Scottish Refugee Council policy manager Gary Christie said: “Any stay on MS Victoria should be as short as possible, we can’t stress that enough. People need to be able to take care of things like enrolling children for the new school term and applying for jobs. Families cannot be expected to stay on board for more than an extremely short time before moving to longer-term safe and secure homes.
Yevgen Chub, treasurer of the Glasgow branch of the Association of Ukrainians in Britain (AUGB), echoed those concerns. “We heard that people are really uncomfortable on the ship: rooms and windows are small, some get seasick,” Chub said. “It’s not a good idea in the long term, but it’s worrying when you consider that people have been staying in hotels for months.”
Last month, Ukraine’s consul in Edinburgh, Yevhen Mankovskyi, challenged Holyrood to explain why hundreds of people were still waiting in hotels for suitable long-term accommodation.
Speaking of the latest arrivals, Shona Robison, Scottish Cabinet Secretary for Social Justice, Housing and Local Government, said: ‘We don’t want people spending more time in temporary accommodation, like the ship, any longer than necessary. But we want to make them as comfortable as possible during their stay and have worked with partners to provide a variety of onboard services to passengers in addition to the assistance services available.
Hannah Beaton-Hawryluk, chair of the Edinburgh branch of the AUGB, said she had visited the ship herself and it was “the best possible under the circumstances. Rooms are larger than some hotels, and there are also common areas where people can socialize.

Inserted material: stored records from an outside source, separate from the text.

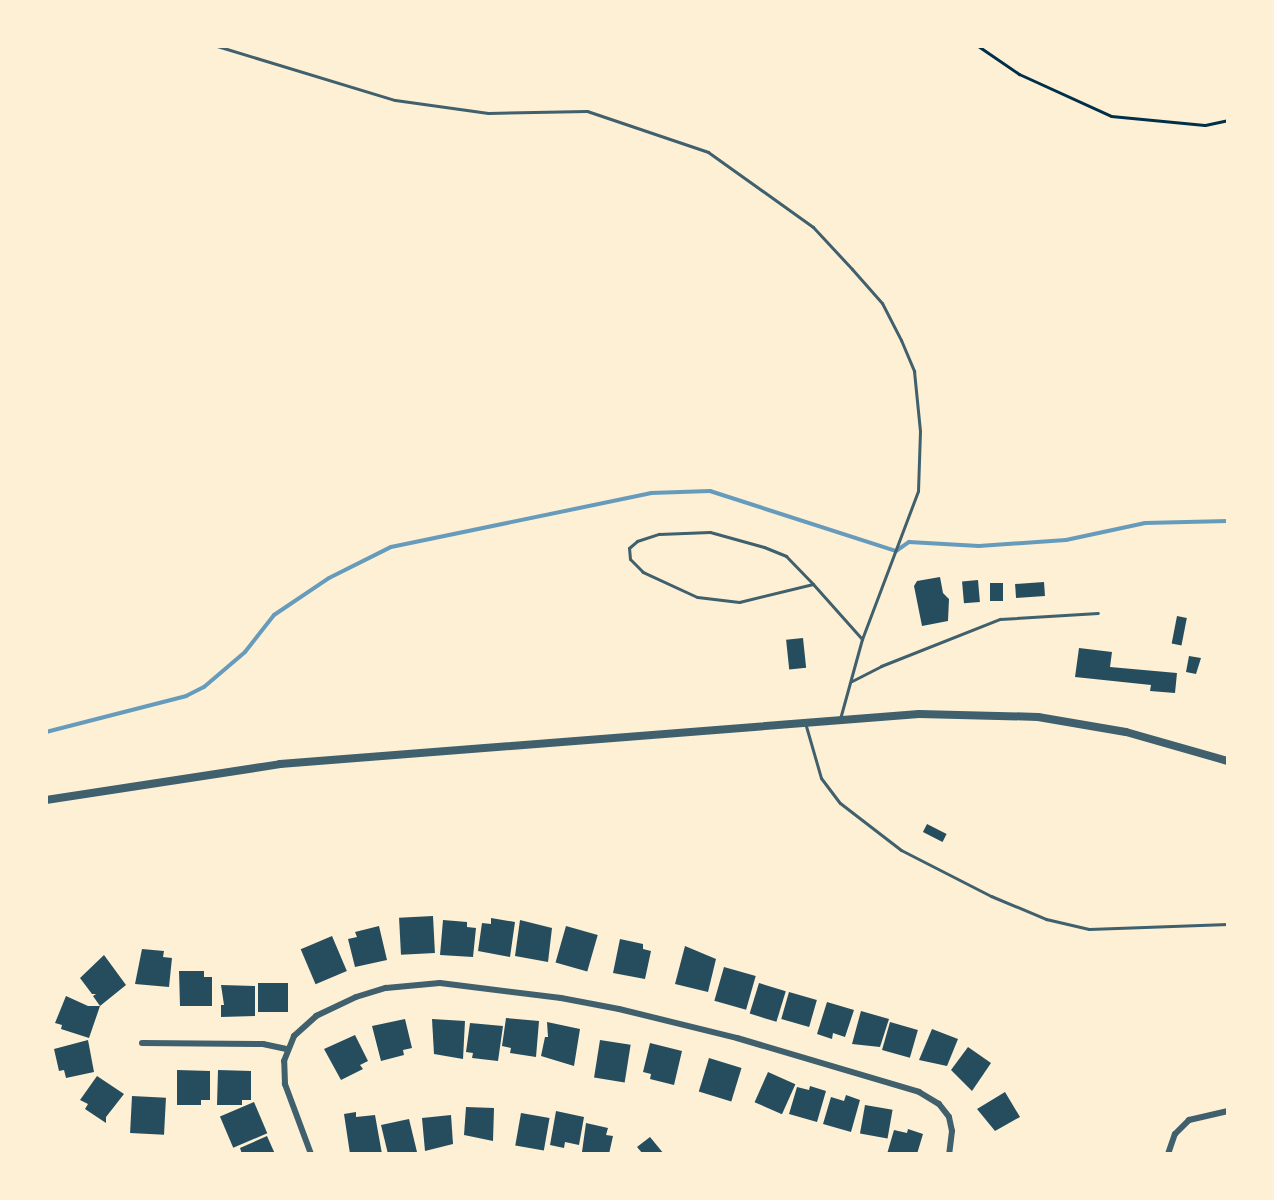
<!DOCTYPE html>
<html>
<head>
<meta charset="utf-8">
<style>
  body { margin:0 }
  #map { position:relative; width:1274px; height:1200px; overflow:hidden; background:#fdf0d5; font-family:Raleway,sans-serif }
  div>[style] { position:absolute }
  .stream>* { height:4px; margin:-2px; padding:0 2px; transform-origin:2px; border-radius:2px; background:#669bbc }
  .building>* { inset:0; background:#264d5e; transform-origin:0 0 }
  .path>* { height:3px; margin:-1.5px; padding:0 1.5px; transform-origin:1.5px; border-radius:1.5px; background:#003049 }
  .service>* { height:3px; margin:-1.5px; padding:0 1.5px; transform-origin:1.5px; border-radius:1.5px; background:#3f606c }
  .minor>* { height:6px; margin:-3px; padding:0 3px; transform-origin:3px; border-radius:3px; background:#3f606c }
  .tertiary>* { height:8px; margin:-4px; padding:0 4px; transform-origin:4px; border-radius:4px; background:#3f606c }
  span { translate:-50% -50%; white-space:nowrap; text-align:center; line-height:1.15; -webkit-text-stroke:6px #fdf0d5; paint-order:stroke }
  .frame { position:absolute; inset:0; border:48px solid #fdf0d5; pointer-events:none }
</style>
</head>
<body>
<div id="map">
  <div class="stream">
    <div style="left:46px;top:732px;width:145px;rotate:-14.4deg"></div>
    <div style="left:186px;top:696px;width:20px;rotate:-27deg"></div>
    <div style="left:204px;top:687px;width:54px;rotate:-40.5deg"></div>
    <div style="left:245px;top:652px;width:47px;rotate:-51.9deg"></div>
    <div style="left:274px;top:615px;width:66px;rotate:-33.9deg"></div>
    <div style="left:329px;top:578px;width:69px;rotate:-26.6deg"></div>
    <div style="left:391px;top:547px;width:266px;rotate:-11.7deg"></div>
    <div style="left:651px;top:493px;width:59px;rotate:-1.9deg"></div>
    <div style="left:710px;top:491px;width:195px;rotate:17.9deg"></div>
    <div style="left:896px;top:551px;width:16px;rotate:-35deg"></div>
    <div style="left:909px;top:542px;width:70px;rotate:3.3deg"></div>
    <div style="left:979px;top:546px;width:87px;rotate:-3.9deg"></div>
    <div style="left:1066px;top:540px;width:81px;rotate:-12.1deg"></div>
    <div style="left:1145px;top:523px;width:83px;rotate:-1.4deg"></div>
  </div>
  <div class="building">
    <div style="clip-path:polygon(940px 577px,943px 593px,949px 599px,948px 621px,922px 626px,914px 586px,917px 581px)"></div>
    <div style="left:978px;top:580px;width:22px;height:16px;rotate:85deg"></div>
    <div style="left:1044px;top:582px;width:14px;height:29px;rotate:86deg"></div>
    <div style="left:990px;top:583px;width:13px;height:18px"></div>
    <div style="left:1177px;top:616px;width:10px;height:28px;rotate:11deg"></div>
    <div style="left:803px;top:638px;width:30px;height:17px;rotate:84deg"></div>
    <div style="clip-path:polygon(1079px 648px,1112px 652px,1110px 667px,1177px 673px,1175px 693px,1150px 691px,1151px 685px,1075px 677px)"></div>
    <div style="clip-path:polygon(1189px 656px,1201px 658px,1196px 674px,1186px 672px)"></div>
    <div style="left:927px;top:824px;width:22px;height:9px;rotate:27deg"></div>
    <div style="left:433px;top:916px;width:37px;height:34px;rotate:87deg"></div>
    <div style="clip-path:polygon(491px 918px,515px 922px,510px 957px,478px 951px,482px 923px,491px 924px)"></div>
    <div style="clip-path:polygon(443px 920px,467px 922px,467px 927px,476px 928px,473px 957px,440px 955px)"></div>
    <div style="clip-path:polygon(520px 920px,552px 928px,548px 962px,515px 956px)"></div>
    <div style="clip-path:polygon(379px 926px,387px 960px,355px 967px,348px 939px,357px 937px,355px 932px)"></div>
    <div style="left:566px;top:926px;width:33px;height:38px;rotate:16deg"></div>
    <div style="left:332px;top:936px;width:38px;height:34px;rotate:67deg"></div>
    <div style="clip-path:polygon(620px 939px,643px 944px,643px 949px,651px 951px,645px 979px,613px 973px)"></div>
    <div style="clip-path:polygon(685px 946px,716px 959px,708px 992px,675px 984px)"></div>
    <div style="clip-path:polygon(142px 949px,164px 951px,163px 957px,172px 958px,169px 987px,135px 984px)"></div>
    <div style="clip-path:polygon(104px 955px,126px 985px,100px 1006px,93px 996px,96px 994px,92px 994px,80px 978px)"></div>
    <div style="left:724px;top:967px;width:33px;height:35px;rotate:16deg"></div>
    <div style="clip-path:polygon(179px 971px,204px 971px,204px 977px,212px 977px,212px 1006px,180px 1006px)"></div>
    <div style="left:258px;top:983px;width:30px;height:29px"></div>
    <div style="left:759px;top:983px;width:28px;height:32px;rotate:17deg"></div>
    <div style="clip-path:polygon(221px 985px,255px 986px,255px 1016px,221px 1017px,221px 1005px,224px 1005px)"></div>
    <div style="left:789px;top:992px;width:29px;height:28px;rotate:16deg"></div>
    <div style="clip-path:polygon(66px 996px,88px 1006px,100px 1006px,89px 1038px,61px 1029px,62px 1025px,55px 1023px)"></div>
    <div style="clip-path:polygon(827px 1002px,854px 1010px,845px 1037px,833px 1033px,832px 1039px,817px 1034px)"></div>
    <div style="clip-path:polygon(861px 1011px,889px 1019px,880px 1047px,852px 1044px)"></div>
    <div style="clip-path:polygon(506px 1018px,539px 1021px,536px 1057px,510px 1053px,511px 1048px,502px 1046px)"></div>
    <div style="clip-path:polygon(405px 1019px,412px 1048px,403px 1050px,404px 1055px,381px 1061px,372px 1026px)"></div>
    <div style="clip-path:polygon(432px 1019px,465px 1021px,463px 1059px,434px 1054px)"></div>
    <div style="clip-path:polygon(547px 1022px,580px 1029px,574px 1066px,541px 1056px,545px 1037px,548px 1037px)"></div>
    <div style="left:890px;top:1022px;width:29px;height:29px;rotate:16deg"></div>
    <div style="clip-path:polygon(470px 1023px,503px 1026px,498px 1061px,472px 1058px,473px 1053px,466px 1052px)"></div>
    <div style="clip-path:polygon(932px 1029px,958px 1039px,947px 1066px,919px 1060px)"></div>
    <div style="clip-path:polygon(355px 1035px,368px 1061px,360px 1065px,363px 1069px,341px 1080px,324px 1049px)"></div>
    <div style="clip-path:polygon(88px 1040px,94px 1072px,66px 1078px,64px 1070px,59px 1071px,54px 1049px)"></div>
    <div style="left:600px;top:1040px;width:31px;height:38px;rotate:9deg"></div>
    <div style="clip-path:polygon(650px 1043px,682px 1051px,674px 1085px,650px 1079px,651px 1074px,643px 1072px)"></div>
    <div style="clip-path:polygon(968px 1047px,991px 1063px,972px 1091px,951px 1070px)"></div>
    <div style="left:709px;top:1058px;width:34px;height:35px;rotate:17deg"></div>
    <div style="clip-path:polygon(177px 1070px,210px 1071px,210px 1100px,201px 1100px,201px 1105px,177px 1105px)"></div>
    <div style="clip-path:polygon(218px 1070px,251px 1071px,251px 1100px,242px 1100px,242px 1105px,217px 1105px)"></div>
    <div style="left:768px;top:1072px;width:30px;height:33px;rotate:24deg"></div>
    <div style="clip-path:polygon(97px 1076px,124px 1094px,106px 1117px,106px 1123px,85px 1109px,88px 1104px,80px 1100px)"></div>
    <div style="clip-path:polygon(810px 1086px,826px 1091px,817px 1122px,789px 1114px,797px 1087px,809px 1090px)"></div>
    <div style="clip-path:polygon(1005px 1092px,1020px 1117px,995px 1131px,977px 1109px)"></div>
    <div style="clip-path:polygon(846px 1095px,860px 1100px,851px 1132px,823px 1124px,831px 1097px,844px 1101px)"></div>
    <div style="left:132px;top:1096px;width:34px;height:37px;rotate:3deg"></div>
    <div style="left:254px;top:1102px;width:34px;height:37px;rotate:67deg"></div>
    <div style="left:865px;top:1105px;width:28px;height:29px;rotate:10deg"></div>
    <div style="clip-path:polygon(466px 1107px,494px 1108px,493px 1141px,464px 1135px)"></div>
    <div style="clip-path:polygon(556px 1111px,584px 1117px,579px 1145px,565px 1142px,564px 1148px,550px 1145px)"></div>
    <div style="clip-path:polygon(356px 1112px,356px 1117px,375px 1115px,382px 1154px,350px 1154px,344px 1114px)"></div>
    <div style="left:521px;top:1113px;width:29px;height:33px;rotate:10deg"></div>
    <div style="clip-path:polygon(451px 1115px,453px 1144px,425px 1151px,422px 1118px)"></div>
    <div style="clip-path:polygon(409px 1119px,417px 1152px,388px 1154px,381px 1125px)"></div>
    <div style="clip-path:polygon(586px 1123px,608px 1128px,606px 1135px,613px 1136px,609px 1154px,582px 1152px)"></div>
    <div style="clip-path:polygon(908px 1129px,923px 1134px,917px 1154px,887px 1154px,894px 1130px,907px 1133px)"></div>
    <div style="clip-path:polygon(267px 1136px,275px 1154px,242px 1154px,240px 1148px)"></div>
    <div style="clip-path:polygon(650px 1137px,664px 1154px,643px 1154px,637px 1147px)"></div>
  </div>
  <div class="path">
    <div style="left:978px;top:46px;width:50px;rotate:34.3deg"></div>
    <div style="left:1019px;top:74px;width:101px;rotate:24.5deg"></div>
    <div style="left:1111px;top:116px;width:94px;rotate:5.5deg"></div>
    <div style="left:1205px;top:125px;width:24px;rotate:-12deg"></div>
  </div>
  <div class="service">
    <div style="left:217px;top:46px;width:186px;rotate:16.9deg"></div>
    <div style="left:395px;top:100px;width:94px;rotate:8deg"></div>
    <div style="left:488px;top:113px;width:99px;rotate:-1.2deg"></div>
    <div style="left:587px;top:111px;width:128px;rotate:18.7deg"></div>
    <div style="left:708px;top:152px;width:129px;rotate:35.5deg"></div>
    <div style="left:813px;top:227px;width:57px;rotate:47.1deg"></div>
    <div style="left:852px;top:269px;width:45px;rotate:48.6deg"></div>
    <div style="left:882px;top:303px;width:42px;rotate:62.8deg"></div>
    <div style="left:901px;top:340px;width:34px;rotate:67deg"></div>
    <div style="left:914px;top:371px;width:60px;rotate:84.3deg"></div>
    <div style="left:920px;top:431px;width:60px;rotate:91.9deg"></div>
    <div style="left:918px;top:491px;width:158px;rotate:110.7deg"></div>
    <div style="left:862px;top:639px;width:83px;rotate:105.4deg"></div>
    <div style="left:813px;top:584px;width:76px;rotate:166.3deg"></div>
    <div style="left:739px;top:602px;width:42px;rotate:-173.2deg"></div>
    <div style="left:697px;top:597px;width:60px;rotate:-155.2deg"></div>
    <div style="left:643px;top:572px;width:18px;rotate:-135deg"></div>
    <div style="left:630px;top:559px;width:11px;rotate:-95deg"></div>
    <div style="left:629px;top:548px;width:11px;rotate:-41deg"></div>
    <div style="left:637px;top:541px;width:23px;rotate:-18deg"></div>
    <div style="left:659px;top:534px;width:51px;rotate:-2.2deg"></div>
    <div style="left:710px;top:532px;width:56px;rotate:15.5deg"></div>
    <div style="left:764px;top:547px;width:24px;rotate:22deg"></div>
    <div style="left:786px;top:556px;width:39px;rotate:46deg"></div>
    <div style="left:813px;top:584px;width:74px;rotate:48.3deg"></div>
    <div style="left:852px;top:681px;width:33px;rotate:-27deg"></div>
    <div style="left:881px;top:666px;width:128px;rotate:-21.6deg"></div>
    <div style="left:1000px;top:619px;width:98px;rotate:-3.5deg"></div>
    <div style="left:806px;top:726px;width:54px;rotate:73.9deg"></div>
    <div style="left:821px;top:778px;width:31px;rotate:53deg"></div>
    <div style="left:840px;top:803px;width:77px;rotate:37.6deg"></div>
    <div style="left:901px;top:850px;width:101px;rotate:27.1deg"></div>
    <div style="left:991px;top:896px;width:60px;rotate:22.7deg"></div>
    <div style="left:1046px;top:919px;width:44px;rotate:13.1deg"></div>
    <div style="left:1089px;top:929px;width:139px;rotate:-2.1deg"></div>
  </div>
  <div class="minor">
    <div style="left:142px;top:1043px;width:121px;rotate:0.5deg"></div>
    <div style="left:263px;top:1044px;width:24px;rotate:12deg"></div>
    <div style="left:311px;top:1154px;width:75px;rotate:-110.4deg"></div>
    <div style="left:285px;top:1084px;width:23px;rotate:-92deg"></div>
    <div style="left:284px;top:1061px;width:27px;rotate:-68deg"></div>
    <div style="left:294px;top:1036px;width:30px;rotate:-42deg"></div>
    <div style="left:316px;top:1016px;width:44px;rotate:-25.4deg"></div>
    <div style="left:356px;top:997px;width:31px;rotate:-17deg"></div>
    <div style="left:386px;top:988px;width:54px;rotate:-5.3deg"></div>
    <div style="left:440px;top:983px;width:122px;rotate:7.1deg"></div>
    <div style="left:561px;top:998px;width:59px;rotate:10.7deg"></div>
    <div style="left:619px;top:1009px;width:122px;rotate:13.8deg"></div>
    <div style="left:737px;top:1038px;width:190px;rotate:16.5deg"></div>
    <div style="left:919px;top:1092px;width:23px;rotate:31deg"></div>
    <div style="left:939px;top:1104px;width:16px;rotate:52deg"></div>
    <div style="left:949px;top:1117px;width:14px;rotate:78deg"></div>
    <div style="left:952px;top:1131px;width:23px;rotate:97deg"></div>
    <div style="left:1168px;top:1154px;width:21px;rotate:-71deg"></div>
    <div style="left:1175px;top:1134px;width:20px;rotate:-45deg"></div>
    <div style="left:1189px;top:1120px;width:40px;rotate:-13deg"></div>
  </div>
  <div class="tertiary">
    <div style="left:46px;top:800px;width:237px;rotate:-8.7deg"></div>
    <div style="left:280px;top:764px;width:641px;rotate:-4.47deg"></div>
    <div style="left:919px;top:714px;width:119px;rotate:1.4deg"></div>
    <div style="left:1038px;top:717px;width:89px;rotate:9.7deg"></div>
    <div style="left:1126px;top:732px;width:106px;rotate:15.9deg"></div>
  </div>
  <div class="frame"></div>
</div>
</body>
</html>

She added that local councils were working through the backlog of individuals waiting to be matched with host families or accommodated in accommodation more suited to family groups. “Yes, it’s a slow process, but when thousands of people arrive, you only have a certain amount of resources,” she said. “It’s going in the right direction.”
Figures released by the Home Office and UK Visas and Immigration on Thursday revealed that 104,000 people arrived in the UK under Ukrainian visa schemes on Monday.
The total includes 31,300 people under the family program and 72,700 people under the Homes for Ukraine sponsorship program. There were almost 200,000 visa applications in total, meaning just over half of those who applied arrived in the UK.